Fougère & FrereT0c par Fougère & FrereT0c,  email
Chauvinisme oblige, nous avons été particulièrement attentifs aux conférences données par des français. Coup de bol, nous étions bien représentés, avec Frédéric Coispeau et Michel Ancel. Voici un résumé de ce que vous avez loupé.

Frédéric Coispeau

Il est 14h. Après un repas frugal mais réparateur constitué d’un sandwich thon/olive, Fougère et moi nous nous dirigeons vers le minuscule amphithéâtre où Frédéric Coispeau va commencer sa conférence. Les relents de vieux bestiaux agressent déjà nos sens, un exploit vu l’heure, mais n’écoutant que notre courage nous prenons place. La conférence est sobrement intitulée “Du chômage au succès indépendant”, et là nos sens de journalistes sont déjà en alerte : “Pôle Emploi, un incubateur menant au succès ?! Impossible !”.

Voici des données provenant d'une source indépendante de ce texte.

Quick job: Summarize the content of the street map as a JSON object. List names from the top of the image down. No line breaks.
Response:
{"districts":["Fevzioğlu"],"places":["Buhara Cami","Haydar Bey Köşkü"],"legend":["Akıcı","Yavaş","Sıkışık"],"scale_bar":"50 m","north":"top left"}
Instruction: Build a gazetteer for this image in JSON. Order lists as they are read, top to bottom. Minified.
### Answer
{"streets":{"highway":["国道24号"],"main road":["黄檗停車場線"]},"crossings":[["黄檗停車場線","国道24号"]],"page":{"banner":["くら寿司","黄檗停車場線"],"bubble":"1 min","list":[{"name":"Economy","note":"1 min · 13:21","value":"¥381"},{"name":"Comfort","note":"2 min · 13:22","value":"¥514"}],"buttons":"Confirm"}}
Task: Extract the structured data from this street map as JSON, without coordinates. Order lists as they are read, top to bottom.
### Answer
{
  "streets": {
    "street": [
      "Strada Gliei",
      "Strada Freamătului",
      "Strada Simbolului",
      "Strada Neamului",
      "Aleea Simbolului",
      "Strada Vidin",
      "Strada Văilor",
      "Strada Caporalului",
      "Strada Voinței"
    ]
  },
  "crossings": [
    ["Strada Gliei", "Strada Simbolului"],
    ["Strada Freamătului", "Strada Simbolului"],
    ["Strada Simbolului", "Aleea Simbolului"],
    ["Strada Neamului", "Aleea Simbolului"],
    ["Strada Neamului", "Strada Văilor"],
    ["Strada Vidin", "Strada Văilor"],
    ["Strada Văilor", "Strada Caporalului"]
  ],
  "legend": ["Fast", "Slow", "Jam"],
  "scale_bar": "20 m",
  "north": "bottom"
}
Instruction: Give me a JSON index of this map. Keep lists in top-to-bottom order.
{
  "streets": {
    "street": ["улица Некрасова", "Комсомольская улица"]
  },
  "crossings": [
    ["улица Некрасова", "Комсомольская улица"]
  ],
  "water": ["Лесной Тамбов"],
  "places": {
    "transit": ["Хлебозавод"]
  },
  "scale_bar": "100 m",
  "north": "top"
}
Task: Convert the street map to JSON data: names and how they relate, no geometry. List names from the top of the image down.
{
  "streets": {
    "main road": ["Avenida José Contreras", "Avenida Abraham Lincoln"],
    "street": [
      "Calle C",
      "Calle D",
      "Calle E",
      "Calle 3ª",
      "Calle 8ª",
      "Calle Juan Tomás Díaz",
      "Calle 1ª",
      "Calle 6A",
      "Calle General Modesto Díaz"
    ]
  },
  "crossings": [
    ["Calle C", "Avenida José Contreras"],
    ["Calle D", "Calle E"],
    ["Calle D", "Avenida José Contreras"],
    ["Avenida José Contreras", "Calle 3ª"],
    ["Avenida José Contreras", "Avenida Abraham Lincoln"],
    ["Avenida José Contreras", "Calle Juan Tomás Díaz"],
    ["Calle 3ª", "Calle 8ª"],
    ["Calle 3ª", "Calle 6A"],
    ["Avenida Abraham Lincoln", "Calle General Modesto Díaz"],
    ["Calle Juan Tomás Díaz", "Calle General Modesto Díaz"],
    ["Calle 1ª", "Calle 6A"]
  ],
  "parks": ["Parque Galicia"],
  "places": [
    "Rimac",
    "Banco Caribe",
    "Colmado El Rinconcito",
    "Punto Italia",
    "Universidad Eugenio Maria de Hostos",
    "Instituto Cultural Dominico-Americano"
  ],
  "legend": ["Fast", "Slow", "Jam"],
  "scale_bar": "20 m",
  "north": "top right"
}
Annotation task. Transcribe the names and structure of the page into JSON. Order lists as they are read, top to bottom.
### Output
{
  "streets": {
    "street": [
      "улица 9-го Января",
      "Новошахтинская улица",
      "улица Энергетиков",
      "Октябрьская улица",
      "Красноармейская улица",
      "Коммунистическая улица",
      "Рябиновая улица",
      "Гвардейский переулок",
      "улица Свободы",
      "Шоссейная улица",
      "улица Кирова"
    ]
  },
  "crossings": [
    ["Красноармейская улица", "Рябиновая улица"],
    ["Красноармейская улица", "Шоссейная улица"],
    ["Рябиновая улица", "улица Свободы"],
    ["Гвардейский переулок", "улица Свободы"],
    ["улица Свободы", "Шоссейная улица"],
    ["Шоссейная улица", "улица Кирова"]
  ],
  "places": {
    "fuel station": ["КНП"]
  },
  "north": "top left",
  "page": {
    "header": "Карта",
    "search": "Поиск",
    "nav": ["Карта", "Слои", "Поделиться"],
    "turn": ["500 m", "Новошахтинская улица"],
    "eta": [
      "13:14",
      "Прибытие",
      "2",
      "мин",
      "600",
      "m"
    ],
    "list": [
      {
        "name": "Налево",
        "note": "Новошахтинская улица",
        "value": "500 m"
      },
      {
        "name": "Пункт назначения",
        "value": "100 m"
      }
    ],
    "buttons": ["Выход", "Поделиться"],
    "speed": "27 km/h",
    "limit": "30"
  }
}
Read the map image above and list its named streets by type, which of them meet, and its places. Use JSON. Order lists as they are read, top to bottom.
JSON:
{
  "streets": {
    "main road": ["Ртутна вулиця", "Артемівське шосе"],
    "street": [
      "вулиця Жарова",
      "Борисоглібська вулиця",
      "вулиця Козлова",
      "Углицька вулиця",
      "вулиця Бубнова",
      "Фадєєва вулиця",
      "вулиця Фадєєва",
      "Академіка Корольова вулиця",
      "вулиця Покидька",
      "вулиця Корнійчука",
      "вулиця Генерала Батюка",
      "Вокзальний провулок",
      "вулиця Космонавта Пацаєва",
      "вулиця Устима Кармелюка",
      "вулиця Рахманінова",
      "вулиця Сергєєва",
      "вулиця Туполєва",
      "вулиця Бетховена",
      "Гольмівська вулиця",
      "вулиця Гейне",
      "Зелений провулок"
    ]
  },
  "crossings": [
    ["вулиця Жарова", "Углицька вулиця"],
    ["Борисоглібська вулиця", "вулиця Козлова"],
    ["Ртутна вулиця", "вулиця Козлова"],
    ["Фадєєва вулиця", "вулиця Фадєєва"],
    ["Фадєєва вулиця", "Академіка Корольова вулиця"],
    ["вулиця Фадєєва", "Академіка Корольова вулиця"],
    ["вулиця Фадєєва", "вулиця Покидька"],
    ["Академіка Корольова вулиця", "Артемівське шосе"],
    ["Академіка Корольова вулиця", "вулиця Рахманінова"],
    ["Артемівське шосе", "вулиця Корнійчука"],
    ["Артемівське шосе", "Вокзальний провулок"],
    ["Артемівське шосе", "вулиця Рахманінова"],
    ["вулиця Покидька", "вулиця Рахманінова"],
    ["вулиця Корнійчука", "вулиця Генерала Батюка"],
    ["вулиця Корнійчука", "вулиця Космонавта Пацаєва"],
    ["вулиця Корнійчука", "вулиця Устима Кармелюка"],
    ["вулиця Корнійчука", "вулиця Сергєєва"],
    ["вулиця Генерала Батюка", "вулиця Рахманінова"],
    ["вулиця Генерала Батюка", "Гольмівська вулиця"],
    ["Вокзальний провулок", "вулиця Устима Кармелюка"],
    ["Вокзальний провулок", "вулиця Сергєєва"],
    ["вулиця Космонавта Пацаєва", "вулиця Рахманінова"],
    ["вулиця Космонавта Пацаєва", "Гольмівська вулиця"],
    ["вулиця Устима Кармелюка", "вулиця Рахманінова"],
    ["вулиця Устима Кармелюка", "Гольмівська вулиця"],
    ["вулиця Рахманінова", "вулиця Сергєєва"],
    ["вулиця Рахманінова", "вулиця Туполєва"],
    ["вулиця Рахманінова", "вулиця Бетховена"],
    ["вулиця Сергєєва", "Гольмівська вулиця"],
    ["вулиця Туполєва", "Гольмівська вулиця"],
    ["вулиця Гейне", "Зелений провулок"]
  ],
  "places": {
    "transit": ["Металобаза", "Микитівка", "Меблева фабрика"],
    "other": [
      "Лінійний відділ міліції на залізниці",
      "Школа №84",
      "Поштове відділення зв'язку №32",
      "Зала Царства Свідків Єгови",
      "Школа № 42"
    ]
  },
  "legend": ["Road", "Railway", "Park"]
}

Frédéric commence par raconter ses débuts, ses études en game design, son passage chez Lexis pour travailler sur Alt Minds, son emploi chez Ubisoft (quelle surprise) où il travaille sur Just Dance. Puis en 2013, le chômage. Commence alors une course contre la montre avant que l’URSSAF ne finance plus le projet. Frédéric souhaite créer son jeu tant qu’il a du temps, mais seul c’est compliqué. Il trouve Alexandre Muttoni qui passait par là, graphiste de son état. Vient alors le moment de trouver quoi faire. Dès le début le projet s’oriente vers la création d’un beat’em’up crado avec un univers à la Hotline Miami, la référence citée pour la partie baston étant évidemment Streets of Rage. Sauf que faire un chouette design et des règles cool ça ne fait pas tout, il leur faut un développeur.
 

C’est là que la première galère arrive. Malgré moultes annonces, demander aux copains… le message a du mal à passer et trouver un développeur relève de la gageure. C’est grâce à une page Facebook que Florian Reneau entend parler du jeu et se greffe au projet. Après 2 mois de développement, le prototype comprenant le premier niveau est au point et il faut trouver un nom. Ce sera Necro, du nom de la drogue utilisée dans le scénario du jeu. Sauf qu’un de leur pote expert en communication, qui passait lui aussi par là, passe la tête dans l’encadrement de la porte et leur dit “Ouais non les mecs, ce nom il marchera jamais. Vous pensez quoi de Mother Russia Bleeds ?”. Le nom évoque bien le contexte du jeu et surtout, il parlera aux populations de l’Est qui sont de gros consommateurs de beat’em’up ce qui sera un gros plus lors de la communication. Peu après, le studio Le Cartel voit le jour.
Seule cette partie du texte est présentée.